Multi-lingual support through Editions

I'm a huge rust fan that has had some ideas spinning in my head and wanted to share to see if they're feasible and interesting to folks here.

I'll start by mentioning where this idea came into my head. I was listening to Command Line Heroes Season 7 Episode 3, when the guest Gretchen McCulloch points out how many programming languages are written in english or use english friendly syntax. It was something I hadn't ever considered and encourage folks to give it a listen.

A few weeks go by, and as part of a personal project, I stumble upon ABNF and BNF, tools to describe a syntax for a given language. I started looking into compilers and started to realize, you could generate a parser for any (valid) set of ABNF rules. I started to wonder if Rust, with its edition system which supports "interop" with previous editions, could be used to support multiple syntax's of the language that are more natural to other (non-programming) languages (ex: Spanish, French, Mandarin, etc.).

With the background, I'll try and write out the general proposal.

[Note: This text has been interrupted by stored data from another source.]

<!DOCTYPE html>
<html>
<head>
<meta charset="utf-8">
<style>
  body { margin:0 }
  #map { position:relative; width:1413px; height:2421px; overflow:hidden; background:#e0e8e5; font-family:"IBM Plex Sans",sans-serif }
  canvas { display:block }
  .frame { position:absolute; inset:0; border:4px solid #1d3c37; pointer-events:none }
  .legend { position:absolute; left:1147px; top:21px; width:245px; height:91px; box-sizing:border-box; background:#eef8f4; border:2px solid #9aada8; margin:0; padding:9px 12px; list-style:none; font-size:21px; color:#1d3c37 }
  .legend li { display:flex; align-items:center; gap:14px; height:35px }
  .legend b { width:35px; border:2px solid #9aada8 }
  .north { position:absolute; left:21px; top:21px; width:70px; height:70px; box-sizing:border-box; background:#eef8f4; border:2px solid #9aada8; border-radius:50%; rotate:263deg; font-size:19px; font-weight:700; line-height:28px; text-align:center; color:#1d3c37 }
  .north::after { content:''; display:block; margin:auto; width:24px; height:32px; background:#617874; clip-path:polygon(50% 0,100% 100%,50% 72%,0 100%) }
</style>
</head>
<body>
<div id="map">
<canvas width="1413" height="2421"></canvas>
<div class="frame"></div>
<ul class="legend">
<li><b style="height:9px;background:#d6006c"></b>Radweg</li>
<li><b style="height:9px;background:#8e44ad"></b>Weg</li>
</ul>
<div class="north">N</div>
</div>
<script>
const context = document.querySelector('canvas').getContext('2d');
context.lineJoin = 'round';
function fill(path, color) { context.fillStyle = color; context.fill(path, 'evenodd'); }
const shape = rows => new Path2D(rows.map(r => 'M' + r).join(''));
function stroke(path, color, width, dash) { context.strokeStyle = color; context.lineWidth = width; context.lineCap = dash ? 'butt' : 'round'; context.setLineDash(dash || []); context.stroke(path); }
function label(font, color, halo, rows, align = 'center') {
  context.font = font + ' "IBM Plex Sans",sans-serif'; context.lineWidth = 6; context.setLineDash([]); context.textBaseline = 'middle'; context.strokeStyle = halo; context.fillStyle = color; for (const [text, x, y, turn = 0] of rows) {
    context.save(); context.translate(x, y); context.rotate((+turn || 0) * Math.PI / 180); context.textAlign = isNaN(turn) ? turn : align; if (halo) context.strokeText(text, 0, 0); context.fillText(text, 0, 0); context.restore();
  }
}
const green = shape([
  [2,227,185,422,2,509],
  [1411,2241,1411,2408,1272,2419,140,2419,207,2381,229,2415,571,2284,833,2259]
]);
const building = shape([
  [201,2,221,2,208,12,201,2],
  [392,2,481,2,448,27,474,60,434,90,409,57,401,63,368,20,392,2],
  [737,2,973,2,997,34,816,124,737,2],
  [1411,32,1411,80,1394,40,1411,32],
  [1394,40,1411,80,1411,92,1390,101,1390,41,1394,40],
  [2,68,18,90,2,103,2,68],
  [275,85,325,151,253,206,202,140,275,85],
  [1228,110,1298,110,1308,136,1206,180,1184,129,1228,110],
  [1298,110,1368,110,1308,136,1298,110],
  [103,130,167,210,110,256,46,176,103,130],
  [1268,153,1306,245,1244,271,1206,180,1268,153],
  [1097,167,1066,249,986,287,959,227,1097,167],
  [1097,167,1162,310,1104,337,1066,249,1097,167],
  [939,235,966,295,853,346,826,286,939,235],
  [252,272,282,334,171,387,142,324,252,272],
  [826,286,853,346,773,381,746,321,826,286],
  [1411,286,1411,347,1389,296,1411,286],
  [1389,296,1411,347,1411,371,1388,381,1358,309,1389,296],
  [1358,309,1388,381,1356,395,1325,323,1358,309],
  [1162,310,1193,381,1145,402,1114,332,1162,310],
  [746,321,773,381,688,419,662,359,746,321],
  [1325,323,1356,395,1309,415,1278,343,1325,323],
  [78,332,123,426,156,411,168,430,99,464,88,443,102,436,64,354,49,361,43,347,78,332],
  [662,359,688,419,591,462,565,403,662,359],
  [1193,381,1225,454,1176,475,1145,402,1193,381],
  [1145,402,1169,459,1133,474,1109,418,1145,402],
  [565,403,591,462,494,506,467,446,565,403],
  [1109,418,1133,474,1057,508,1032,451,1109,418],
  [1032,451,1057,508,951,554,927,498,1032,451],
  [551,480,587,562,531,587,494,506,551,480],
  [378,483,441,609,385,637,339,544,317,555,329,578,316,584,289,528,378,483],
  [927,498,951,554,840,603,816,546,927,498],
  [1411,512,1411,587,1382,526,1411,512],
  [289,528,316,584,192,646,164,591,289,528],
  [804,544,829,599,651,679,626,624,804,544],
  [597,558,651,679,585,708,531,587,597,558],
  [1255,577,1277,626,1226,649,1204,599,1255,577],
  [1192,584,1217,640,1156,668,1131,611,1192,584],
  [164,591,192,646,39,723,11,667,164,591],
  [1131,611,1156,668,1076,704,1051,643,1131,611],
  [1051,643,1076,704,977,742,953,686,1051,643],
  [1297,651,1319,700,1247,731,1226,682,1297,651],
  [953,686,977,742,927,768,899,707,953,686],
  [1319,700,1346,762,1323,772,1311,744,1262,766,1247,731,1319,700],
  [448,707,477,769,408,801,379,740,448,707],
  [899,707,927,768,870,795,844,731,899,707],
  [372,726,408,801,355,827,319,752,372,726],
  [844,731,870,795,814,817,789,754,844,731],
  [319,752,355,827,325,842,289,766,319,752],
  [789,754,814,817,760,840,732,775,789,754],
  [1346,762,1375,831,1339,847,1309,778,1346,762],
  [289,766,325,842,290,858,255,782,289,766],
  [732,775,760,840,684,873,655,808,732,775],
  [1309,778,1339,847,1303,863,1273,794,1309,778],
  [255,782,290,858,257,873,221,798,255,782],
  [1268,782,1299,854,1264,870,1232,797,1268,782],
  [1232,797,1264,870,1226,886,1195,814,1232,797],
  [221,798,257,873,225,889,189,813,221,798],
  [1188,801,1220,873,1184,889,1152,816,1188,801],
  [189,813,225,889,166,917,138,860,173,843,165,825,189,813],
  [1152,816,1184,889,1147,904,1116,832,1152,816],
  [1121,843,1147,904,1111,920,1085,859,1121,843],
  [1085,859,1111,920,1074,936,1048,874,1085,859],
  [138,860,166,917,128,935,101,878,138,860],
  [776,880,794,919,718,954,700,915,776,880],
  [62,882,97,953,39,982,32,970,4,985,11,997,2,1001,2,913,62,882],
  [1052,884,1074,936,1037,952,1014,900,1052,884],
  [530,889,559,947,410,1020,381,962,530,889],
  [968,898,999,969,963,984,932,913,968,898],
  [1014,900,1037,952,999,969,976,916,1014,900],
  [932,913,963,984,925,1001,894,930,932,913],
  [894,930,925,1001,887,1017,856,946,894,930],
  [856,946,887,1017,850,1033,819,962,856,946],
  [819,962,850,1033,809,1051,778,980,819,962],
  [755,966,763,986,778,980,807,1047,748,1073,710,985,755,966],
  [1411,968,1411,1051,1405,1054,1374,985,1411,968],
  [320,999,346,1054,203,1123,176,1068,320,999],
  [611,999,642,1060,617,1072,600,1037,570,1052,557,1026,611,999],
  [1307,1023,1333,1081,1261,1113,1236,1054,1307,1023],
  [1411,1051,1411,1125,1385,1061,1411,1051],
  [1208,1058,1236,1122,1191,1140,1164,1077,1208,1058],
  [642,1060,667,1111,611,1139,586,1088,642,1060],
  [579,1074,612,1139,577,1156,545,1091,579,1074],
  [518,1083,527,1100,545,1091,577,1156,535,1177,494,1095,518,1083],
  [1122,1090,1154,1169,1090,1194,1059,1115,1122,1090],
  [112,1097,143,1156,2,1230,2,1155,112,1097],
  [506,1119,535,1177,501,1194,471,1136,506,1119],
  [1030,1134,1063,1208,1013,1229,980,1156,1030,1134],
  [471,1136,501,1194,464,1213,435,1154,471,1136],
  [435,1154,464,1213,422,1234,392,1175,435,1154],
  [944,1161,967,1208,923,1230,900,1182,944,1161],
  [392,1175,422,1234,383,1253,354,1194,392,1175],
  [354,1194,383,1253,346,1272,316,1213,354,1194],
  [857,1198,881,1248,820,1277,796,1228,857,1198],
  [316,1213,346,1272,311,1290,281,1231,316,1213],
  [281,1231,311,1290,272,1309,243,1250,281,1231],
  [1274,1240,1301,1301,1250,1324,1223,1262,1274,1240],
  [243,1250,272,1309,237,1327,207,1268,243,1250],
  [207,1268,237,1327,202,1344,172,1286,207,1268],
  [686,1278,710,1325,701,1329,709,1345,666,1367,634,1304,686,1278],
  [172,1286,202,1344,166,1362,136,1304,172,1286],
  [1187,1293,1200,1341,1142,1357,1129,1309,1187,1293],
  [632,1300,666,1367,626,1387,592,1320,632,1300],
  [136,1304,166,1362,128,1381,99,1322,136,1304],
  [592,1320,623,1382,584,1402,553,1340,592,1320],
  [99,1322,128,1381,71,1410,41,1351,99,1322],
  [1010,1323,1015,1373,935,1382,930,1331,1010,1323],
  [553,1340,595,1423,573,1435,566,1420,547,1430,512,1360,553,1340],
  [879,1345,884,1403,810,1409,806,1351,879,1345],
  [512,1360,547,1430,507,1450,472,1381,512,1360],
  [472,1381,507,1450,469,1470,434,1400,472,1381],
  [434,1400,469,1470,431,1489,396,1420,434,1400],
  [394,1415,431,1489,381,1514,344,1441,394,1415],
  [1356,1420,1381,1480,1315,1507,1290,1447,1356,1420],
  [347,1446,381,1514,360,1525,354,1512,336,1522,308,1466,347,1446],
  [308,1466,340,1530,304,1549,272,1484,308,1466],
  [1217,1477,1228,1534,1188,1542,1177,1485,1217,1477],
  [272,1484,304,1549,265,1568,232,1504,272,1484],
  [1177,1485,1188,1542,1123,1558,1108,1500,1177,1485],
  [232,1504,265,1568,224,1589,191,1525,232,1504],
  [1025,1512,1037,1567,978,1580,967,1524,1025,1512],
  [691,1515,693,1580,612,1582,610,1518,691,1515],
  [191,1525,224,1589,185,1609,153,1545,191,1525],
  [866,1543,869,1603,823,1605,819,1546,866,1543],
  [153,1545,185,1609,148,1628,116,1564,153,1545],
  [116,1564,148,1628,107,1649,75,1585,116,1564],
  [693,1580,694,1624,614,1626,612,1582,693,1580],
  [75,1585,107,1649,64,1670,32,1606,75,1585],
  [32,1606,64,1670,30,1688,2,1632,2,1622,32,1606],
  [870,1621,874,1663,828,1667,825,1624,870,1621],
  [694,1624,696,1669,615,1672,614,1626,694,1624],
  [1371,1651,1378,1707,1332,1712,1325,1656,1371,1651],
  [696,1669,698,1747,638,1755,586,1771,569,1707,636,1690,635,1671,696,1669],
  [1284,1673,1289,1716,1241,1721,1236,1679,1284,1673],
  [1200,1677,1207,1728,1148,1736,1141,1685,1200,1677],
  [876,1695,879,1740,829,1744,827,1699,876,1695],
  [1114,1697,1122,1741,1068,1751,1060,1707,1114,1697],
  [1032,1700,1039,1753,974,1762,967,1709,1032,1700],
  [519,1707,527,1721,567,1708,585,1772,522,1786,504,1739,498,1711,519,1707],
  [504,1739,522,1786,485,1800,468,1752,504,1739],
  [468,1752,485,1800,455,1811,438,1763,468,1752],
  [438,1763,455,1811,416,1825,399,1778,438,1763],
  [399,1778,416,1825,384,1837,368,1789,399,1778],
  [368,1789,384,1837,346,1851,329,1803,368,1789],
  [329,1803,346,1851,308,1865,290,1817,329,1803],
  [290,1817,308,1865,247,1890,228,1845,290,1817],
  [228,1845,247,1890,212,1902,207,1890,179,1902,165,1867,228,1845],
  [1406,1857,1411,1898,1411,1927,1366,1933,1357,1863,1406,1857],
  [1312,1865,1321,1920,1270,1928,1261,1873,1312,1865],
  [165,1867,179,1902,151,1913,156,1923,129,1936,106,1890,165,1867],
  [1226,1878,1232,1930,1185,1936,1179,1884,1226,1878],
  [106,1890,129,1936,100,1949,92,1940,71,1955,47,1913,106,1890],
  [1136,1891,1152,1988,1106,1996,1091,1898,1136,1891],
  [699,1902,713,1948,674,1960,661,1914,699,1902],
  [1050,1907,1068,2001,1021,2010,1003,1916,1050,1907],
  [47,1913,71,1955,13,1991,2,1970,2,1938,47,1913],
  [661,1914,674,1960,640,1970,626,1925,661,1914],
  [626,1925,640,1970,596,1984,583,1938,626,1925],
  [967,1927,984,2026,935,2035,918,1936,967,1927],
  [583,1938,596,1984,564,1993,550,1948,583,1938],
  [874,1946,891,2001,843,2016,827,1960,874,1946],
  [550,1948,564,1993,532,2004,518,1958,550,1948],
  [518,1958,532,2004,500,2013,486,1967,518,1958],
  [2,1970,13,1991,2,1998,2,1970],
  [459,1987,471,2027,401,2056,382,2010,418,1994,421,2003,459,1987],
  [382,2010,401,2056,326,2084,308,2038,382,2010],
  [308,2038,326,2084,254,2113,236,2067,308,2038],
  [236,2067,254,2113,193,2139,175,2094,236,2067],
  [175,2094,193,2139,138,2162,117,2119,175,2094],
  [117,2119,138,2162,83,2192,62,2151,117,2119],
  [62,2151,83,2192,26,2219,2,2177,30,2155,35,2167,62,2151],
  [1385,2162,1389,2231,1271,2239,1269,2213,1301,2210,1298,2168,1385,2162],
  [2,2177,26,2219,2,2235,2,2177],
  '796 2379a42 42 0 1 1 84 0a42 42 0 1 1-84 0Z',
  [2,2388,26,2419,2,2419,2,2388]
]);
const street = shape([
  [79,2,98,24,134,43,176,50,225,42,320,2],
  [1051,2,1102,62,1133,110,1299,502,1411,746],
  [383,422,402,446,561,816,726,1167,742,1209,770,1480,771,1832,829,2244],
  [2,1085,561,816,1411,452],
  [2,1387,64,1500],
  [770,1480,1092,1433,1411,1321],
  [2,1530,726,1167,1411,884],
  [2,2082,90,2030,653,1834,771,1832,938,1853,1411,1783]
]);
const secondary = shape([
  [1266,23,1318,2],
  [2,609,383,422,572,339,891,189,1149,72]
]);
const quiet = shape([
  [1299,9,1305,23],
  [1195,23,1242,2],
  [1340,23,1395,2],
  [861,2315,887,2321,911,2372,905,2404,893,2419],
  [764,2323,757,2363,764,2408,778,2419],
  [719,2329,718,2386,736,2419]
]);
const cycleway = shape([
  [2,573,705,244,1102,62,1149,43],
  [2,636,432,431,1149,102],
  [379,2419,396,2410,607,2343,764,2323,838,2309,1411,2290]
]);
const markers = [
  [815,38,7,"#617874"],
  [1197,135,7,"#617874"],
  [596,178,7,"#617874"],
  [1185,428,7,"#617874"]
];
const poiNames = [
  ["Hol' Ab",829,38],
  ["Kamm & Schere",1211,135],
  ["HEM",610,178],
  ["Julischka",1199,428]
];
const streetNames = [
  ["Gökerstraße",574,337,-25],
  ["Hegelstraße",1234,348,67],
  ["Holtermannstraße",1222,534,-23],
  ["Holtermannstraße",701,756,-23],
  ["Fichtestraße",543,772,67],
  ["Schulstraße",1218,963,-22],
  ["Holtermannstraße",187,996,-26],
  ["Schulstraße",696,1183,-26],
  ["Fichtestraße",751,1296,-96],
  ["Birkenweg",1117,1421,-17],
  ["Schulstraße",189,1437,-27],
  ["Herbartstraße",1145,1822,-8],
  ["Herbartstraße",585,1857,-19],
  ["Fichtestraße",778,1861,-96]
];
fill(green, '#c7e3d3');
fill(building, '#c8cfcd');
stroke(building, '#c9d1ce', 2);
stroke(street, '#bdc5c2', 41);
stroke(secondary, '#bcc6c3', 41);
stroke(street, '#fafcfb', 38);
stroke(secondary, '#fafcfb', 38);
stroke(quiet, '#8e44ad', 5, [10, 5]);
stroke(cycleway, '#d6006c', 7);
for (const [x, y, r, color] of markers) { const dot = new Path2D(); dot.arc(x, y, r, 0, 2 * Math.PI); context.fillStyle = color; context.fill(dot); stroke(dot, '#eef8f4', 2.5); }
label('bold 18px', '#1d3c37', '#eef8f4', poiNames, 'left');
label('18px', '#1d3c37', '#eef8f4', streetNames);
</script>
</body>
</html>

  1. Rust will expand it's edition support beyond just 2015, 2018, and 2021 to include 2021-sp, 2021-fr, 2021-etc as well.
  2. Each edition (moving forward) would map to a set of ABNF (or similar) parser rules that can be used to generate the parser for the given edition.
  3. The rust compiler uses the corresponding parser for the given edition of the crate based on the edition to generate the AST.
  4. The rust compiler continues to do what it currently does with the AST after Lexing/Parsing

Pros:

  • (Potentially) easier edition support in the future. Simply add new Rule/remove rules to a given parser
  • (Potentially) easier feature support, as again, it would be defined based on a generic Rule
  • More inclusive language. Helps grow the community and language even further than where it is today.

Cons:

  • (Potentially) Maintenance. How easy will it be to manage and maintain all of these generic rules, especially when a lot of the rules will represent the same thing with different syntax (ex: "for" and "por" both defined for looping rules)
  • Backwards compatibility. This feels like a re-write of the parser today, at least for future editions
  • Implementing rule specific parsing features. One of the things the Rust compiler does EXTREMELY well is tell the programming where things went wrong when compiling AND how they might fix it. I'm not sure how this is implemented and how easily/feasible it would be to implement that for these generic rules based parsers

Overall, I may be solving a problem that doesn't need to be solved and adding more trouble than it's worth, but I can't shake this idea until someone tells me it's not going to happen :slight_smile:. I've found the Rust community to be very welcoming and felt this may be a way to expand the language and welcome more people to enjoy the language and programming.

1 Like

Translating a programming language itself will make all example code, tutorials, ... of one language pretty much useless for another language. It will also make code written in say the Japanese version completely unreadable for someone that doesn't understand Japanese like me. Currently it is still possible to somewhat make sense of code even if comments and identifiers are in a language you don't speak. Also translating the syntax would only be a tiny part of translating a language. You would also have to translate the standard library, which has a much larger surface area. How would you deal with partial translations as new functions are added? And how should we determine which languages to translate to. Translating to all existing languages is unfeasible and only covering a subset will make people whose language rust isn't translated to feel more excluded than they feel now I think.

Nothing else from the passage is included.